The broad-spectrum conclusions are that the respondents, in general, perceive ITS as relatively beneficial, more so on a general, social level, and feel more reassured due to the systems. Privacy concerns are generally not a major barrier for acceptance in the scenarios presented, although respondents do not necessarily express high levels of trustfor the data collectors or low levels of risk for data misuse. Results show that perceptions are influenced by a number of factors, such as: the targeted beneficiary; addressing a specific, personal need; perceived personal control of a situation; the actor (data collector); status within the organization; gender and parenthood. There are also indications that end users feel a sense of resignation due to lack of choice, control, or perceived influence. For example, there is no strong interest in discussing technological applications with companies, government agencies, or elected representatives, nor in searching for information about technological applications irrespective of perceived privacy infringement or acceptability. This may have broader implications, e.g. for decision-making and democratic processes, as perceived lack of influence and perceived lack of interest in participation feed back into each other.

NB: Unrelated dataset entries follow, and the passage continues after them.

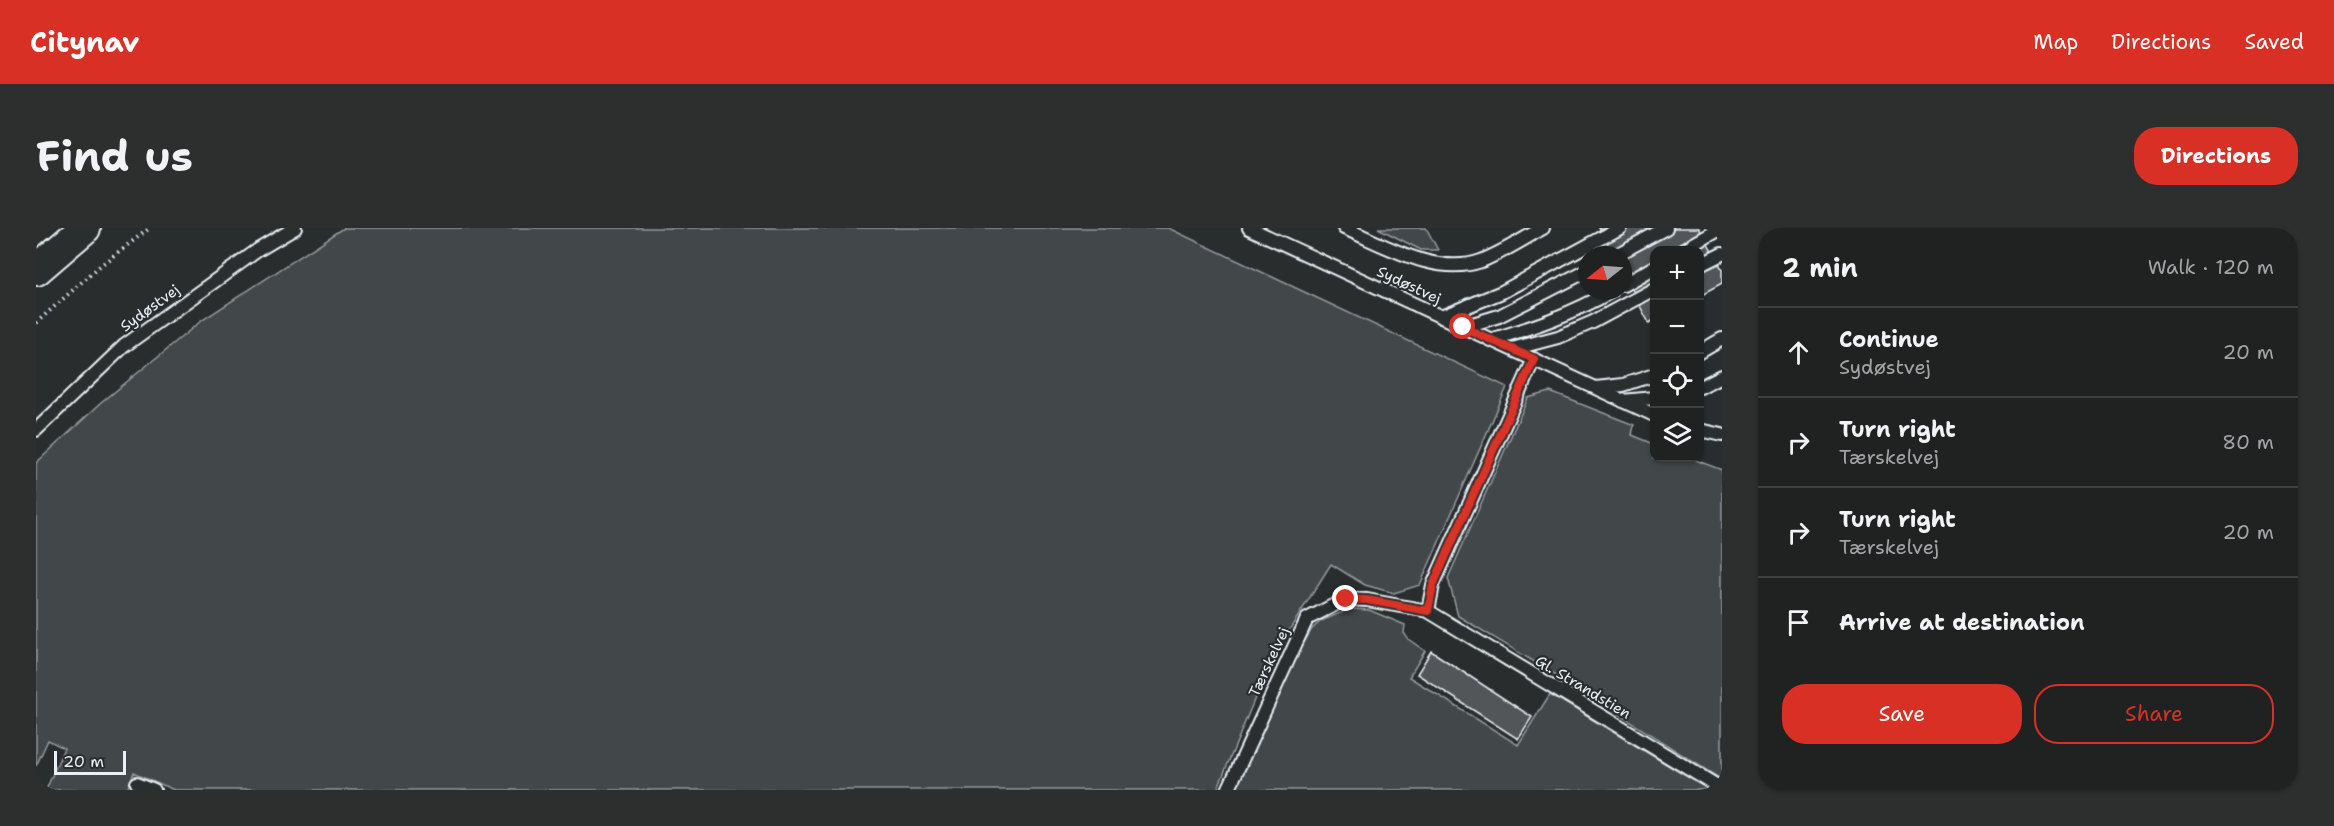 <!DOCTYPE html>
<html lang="en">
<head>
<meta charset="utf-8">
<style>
	:root { --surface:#202222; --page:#2d2f2f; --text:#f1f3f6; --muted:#a2a4a5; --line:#3d3f40; --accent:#d93025 }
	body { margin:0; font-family:"Shantell Sans",sans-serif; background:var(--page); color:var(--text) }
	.controls { position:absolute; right:18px; top:18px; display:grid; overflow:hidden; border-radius:12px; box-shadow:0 2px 4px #0004 }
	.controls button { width:54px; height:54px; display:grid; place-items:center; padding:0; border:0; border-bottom:2px solid var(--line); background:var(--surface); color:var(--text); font:30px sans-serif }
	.compass { position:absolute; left:1542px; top:18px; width:54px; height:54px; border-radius:50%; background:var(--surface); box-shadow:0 2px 4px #0004; rotate:253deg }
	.scale { position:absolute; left:18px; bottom:15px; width:72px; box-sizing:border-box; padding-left:6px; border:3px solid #e8f1f8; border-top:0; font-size:16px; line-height:21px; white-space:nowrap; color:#e8f1f8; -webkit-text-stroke:4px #2a2d2e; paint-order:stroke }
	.stop { position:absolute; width:18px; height:18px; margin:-14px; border:4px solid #d93025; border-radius:50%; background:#fff }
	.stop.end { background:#d93025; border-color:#fff; box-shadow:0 2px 6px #0008 }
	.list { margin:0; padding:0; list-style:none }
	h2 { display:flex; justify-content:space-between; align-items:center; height:78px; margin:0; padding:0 24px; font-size:26px }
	h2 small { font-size:20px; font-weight:400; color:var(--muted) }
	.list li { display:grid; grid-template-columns:39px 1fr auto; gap:18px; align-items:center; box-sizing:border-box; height:90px; padding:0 24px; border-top:2px solid var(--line) }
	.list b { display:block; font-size:22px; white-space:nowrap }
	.list p { margin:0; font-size:20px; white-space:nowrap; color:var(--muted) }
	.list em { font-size:20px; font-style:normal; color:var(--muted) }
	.actions { display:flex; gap:12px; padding:18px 24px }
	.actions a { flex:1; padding:14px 0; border:2px solid var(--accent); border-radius:24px; text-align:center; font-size:21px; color:var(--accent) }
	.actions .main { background:var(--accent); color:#fff }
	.icon { flex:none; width:33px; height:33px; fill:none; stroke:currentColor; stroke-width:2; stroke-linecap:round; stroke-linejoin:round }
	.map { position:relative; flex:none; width:1686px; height:562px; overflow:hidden; border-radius:24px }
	header { display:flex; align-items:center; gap:36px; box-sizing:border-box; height:84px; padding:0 30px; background:var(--accent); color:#fff }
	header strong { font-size:28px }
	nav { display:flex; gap:33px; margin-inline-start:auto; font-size:21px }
	.intro { display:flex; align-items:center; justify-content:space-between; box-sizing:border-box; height:144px; padding:0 36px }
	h1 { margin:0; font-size:42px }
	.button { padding:15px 27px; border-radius:24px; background:var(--accent); color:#fff; font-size:21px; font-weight:700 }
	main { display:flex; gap:36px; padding:0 36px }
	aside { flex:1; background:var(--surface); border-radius:24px; box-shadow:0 2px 4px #0004 }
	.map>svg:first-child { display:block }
</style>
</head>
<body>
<header>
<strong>Citynav</strong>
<nav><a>Map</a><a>Directions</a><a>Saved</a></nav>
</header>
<div class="intro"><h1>Find us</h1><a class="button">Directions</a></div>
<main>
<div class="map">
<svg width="1686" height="562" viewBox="0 0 1686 562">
	<rect width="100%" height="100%" fill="#2a2d2e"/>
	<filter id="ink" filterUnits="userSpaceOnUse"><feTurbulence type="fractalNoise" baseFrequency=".0167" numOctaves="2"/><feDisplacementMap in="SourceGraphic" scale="12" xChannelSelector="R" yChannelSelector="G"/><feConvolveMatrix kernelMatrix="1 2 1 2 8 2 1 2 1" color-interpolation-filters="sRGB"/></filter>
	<g filter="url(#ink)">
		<path fill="#424648" stroke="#959ca0" stroke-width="1.5" d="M308,0h824l339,159 -87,198 -26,8 -29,-8 -34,-21 -43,68 -31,61 -40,97h-1043l-40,-18 -7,18h-81l18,-42 -16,-8 -12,26v-303l65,-60 100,-82z
			M1342,0h48l12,22h-17z
			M1514,164l84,33 -2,10 22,9v14h36l32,12v310l-154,-98 -110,-66 -10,-38 80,-180z
			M1314,381l19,1 36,15 -1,8 4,6 17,12 -16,26 109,68 32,-51 159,96h-474l56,-127 21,-34 9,-8z"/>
		<path fill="#535759" stroke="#e8f1f8" stroke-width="1.5" d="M1563,0h100l23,42v14l-22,12v-46h-46v70l-5,3 -26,-49v-19h-10z
			M1395,423l101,66 -14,22 -101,-65z"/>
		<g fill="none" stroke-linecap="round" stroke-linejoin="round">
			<g stroke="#e8f1f8" stroke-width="16">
				<path id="service" d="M1213,0l405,187
					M1308,0c41,17 92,49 137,33 21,-8 42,-22 62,-33
					M1647,22l39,-22
					M1580,27l50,-27
					M1664,37l22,-11
					M1587,57l31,-18
					M1405,89l61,-25 118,-64
					M1427,99l36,-11 88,-45
					M1454,112c44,-13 82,-26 122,-49
					M1476,121l46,-12 35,-15 61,-33
					M1664,124l22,-13
					M1664,159l22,-11
					M1560,160l27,-3 31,-10
					M1587,173l31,-3
					M0,202l88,-84 134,-96 37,-22
					M1664,202l22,5
					M1392,383l5,-26 101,-226
					M101,555l17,7
					M1192,562l79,-171 39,-20 21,1 61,11 294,178"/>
			</g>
			<g stroke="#e8f1f8" stroke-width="34">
				<path id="tertiary" d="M0,42l49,-42"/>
			</g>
			<path stroke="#e8f1f8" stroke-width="4" stroke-dasharray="1.5 4.5" stroke-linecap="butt" d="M0,1l2,-1
				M0,95l65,-58 49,-37"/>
			<use href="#service" stroke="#2a2d2e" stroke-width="12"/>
			<use href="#tertiary" stroke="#2a2d2e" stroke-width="30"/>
		</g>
	</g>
	<g fill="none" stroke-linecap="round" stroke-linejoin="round" filter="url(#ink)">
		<path stroke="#d93025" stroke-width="8" d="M1310,371l21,1 61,11 5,-26 101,-226 -71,-32"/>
	</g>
	<g text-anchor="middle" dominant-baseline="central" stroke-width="4.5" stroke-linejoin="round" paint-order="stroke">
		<g font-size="15" fill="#e8f1f8" stroke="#2a2d2e">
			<text transform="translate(1373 57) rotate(25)">Sydøstvej</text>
			<text transform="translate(114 80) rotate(-36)">Sydøstvej</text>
			<text transform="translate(1233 434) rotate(-65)">Tærskelvej</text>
			<text transform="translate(1547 459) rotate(31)">Gl. Strandstien</text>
		</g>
	</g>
</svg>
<div class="controls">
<button>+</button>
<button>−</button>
<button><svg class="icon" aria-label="locate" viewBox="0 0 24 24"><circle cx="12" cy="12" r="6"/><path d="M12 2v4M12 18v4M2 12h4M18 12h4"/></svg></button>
<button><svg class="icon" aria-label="layers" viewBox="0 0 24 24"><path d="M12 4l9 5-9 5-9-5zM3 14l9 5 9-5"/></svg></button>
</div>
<svg class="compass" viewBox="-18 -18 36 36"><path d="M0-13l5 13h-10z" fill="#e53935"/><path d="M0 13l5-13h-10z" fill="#a2a4a5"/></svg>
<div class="scale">20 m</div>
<div class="stop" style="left:1427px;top:99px"></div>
<div class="stop end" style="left:1310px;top:371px"></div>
</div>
<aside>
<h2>2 min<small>Walk · 120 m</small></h2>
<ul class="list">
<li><svg class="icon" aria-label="ahead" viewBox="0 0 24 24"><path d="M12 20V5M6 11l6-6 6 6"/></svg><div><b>Continue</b><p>Sydøstvej</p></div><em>20 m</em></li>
<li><svg class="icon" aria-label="right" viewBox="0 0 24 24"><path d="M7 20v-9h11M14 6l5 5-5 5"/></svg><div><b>Turn right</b><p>Tærskelvej</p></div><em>80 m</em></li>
<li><svg class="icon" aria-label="right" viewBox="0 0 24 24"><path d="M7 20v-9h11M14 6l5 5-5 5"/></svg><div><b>Turn right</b><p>Tærskelvej</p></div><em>20 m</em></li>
<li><svg class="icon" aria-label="arrive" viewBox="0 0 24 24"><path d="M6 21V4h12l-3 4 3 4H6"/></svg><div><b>Arrive at destination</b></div></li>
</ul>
<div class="actions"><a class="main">Save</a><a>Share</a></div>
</aside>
</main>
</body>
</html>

As such, recommendations include informed consent, choice (e.g. opt-in/opt-out), control over one’s personal data, ongoing, two-way dialogue between stakeholders (from the beginning of the design process), comprehensive technological assessments, as well as following through on the use of Fair Information Practices/Principles such as limitation of data collection and use, purpose specification, transparency, individual participation, etc. ITS and data collection and processing are not “silver bullets” able solve all problems via “complete and perfect” information. They are additional tools in the toolbox that bring with them their own challenges related to issues such as privacy, lack of choice/control, and technological accessibility. Thus, efforts should be made to address these new challenges, such as technological mechanisms, personal actions and user participation, and proactive organizational policy and public legislation. The research presented in this thesis serves to remind us that a coordinated effort on multiple fronts is vital in addressing users’ needs and meeting broader social goals.